Tutorials

How to Run Stable Diffusion Locally to Generate Images

Stable Diffusion is a text-to-image model with recently-released open-sourced weights. Learn how to generate an image of a scene given only a description of it in this simple tutorial.

How to Run Stable Diffusion Locally to Generate Images

Following in the footsteps of DALL-E 2 and Imagen, the new Deep Learning model Stable Diffusion signifies a quantum leap forward in the text-to-image domain. Released earlier this month, Stable Diffusion promises to democratize text-conditional image generation by being efficient enough to run on consumer-grade GPUs. Just this Monday, Stable Diffusion checkpoints were released for the first time, meaning that, right now, you can generate images like the ones below with just a few words and a few minutes time.

This article will show you how to install and run Stable Diffusion, both on GPU and CPU, so you can get started generating your own images. Let's dive in!

Use Stable Diffusion in Colab

Before we look at how to install and run Stable Diffusion locally, you can check out the below Colab notebook in order to see how to use Stable Diffusion non-locally. Note that you will need Colab Pro in order to generate new images given that the free version of Colab has slightly too little VRAM for sampling.

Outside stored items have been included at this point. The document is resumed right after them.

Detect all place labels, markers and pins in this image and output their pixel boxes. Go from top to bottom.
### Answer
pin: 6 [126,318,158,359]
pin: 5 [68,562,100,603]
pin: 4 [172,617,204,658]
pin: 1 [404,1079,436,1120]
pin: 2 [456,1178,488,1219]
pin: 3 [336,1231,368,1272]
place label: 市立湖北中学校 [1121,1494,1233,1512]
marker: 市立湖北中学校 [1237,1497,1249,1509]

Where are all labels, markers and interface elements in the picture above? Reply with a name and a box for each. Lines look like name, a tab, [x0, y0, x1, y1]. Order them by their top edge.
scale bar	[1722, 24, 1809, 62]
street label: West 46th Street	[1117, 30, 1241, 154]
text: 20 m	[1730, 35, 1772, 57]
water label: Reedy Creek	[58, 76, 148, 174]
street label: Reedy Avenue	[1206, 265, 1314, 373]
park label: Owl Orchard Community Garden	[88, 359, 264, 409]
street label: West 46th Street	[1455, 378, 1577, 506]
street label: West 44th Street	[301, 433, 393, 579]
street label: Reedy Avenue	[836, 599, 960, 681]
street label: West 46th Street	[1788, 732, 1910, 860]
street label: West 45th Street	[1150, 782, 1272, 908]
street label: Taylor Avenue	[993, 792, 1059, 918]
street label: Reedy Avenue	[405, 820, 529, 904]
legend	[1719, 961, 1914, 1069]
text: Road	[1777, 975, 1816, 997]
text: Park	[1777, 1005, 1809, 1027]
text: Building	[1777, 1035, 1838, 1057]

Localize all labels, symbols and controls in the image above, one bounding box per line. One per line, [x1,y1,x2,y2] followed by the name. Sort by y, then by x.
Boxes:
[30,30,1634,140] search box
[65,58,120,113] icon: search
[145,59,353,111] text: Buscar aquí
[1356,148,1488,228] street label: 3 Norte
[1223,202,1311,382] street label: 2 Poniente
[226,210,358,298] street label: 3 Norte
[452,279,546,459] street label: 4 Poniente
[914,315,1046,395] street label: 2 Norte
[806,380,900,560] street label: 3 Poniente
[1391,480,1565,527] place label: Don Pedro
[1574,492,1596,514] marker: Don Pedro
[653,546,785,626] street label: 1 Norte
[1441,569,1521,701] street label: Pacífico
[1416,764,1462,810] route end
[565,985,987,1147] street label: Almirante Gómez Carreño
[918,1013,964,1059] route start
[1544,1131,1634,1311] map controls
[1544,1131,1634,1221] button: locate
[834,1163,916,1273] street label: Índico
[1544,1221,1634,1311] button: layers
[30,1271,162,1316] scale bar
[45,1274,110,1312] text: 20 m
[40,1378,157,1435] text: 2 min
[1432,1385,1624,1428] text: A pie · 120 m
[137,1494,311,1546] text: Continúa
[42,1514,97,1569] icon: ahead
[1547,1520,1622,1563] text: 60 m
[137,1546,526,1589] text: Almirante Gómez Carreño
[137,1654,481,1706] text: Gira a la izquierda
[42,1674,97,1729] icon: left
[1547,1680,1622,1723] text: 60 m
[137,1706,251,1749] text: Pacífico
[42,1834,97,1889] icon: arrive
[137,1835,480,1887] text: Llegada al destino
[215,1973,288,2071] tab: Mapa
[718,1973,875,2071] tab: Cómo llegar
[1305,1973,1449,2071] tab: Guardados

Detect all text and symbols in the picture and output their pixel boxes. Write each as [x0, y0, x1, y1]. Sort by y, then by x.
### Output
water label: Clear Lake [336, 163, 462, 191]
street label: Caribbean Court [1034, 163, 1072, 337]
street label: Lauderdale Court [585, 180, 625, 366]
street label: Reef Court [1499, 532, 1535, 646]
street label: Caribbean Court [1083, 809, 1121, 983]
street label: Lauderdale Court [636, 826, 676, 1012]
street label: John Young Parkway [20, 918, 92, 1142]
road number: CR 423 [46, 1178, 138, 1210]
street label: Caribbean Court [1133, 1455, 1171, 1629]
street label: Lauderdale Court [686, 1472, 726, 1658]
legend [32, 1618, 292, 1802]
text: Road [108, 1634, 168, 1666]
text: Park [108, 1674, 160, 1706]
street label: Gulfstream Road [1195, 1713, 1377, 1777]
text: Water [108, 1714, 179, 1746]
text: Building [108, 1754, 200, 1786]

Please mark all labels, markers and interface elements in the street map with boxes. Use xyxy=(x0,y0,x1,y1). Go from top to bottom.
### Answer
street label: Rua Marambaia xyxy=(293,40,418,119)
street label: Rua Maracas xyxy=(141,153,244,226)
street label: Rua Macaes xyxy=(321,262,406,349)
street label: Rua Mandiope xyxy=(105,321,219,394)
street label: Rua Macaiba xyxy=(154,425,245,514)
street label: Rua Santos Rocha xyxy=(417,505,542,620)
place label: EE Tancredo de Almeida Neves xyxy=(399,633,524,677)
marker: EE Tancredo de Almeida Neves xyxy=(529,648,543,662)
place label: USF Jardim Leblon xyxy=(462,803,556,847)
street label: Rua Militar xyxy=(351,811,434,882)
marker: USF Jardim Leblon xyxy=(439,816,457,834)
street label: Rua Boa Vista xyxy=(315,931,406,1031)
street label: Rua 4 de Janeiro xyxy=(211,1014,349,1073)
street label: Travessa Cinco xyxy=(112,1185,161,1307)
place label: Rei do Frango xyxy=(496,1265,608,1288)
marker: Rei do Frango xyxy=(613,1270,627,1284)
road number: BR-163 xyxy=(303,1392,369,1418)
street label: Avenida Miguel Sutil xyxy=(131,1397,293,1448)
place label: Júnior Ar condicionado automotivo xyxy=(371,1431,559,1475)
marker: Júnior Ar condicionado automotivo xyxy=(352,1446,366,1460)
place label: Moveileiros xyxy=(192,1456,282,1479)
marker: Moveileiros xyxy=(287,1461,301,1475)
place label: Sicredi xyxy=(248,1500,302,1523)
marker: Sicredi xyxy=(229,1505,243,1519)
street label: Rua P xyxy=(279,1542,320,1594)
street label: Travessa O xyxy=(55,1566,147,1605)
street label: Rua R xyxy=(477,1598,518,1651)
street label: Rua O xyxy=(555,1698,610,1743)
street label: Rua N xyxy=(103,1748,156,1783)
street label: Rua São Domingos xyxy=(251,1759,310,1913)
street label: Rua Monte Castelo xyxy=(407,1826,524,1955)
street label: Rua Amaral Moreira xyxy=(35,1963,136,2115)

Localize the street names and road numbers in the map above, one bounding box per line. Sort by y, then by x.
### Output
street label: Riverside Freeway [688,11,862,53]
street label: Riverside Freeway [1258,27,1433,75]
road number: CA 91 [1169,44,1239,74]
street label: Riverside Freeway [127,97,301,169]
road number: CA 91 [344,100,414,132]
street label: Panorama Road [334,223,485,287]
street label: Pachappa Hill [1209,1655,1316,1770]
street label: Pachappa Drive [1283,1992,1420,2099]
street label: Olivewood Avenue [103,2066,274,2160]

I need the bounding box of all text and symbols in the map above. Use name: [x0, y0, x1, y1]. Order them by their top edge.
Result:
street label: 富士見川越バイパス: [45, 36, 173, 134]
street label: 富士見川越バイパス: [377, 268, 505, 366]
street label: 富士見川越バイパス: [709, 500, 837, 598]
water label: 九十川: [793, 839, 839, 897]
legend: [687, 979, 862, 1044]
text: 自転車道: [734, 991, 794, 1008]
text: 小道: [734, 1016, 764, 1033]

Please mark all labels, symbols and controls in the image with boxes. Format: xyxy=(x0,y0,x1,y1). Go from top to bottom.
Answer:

Stable Diffusion in Colab (GPU)

You can also run Stable Diffusion on CPU in Colab if you do not have Colab Pro, but note that image generation will take a relatively long time (8-12 minutes):

Stable Diffusion in Colab (CPU)

You can also check out our Stable Diffusion Tutorial on YouTube for a walkthrough of using the GPU notebook.

How to Install Stable Diffusion (GPU)

You will need a UNIX-based operating system to follow along with this tutorial, so if you have a Windows machine, consider using a virtual machine or WSL2.

Step 1: Install Python

First, check that Python is installed on your system by typing python --version into the terminal. If a Python version is returned, continue on to the next step. Otherwise, install Python with

sudo apt-get update
yes | sudo apt-get install python3.8

Step 2: Install Miniconda

Next, we need to ensure the package/environment manager conda is installed. Enter conda --version in the terminal. If a conda version is returned, move on to the next step.

Otherwise, go to the conda website and download and run the appropriate Miniconda installer for your version of Python and operating system. For Python3.8, you can download and run the installer with the following commands:

wget https://repo.anaconda.com/miniconda/Miniconda3-py38_4.12.0-Linux-x86_64.sh
bash Miniconda3-py38_4.12.0-Linux-x86_64.sh

Hold down Enter to get through license and then type "yes" to continue when prompted. Next, press Enter to confirm the installation location, and then type "yes" when asked if the installer should initialize Miniconda. Finally, close the terminal and then open a new one where you want to install Stable Diffusion.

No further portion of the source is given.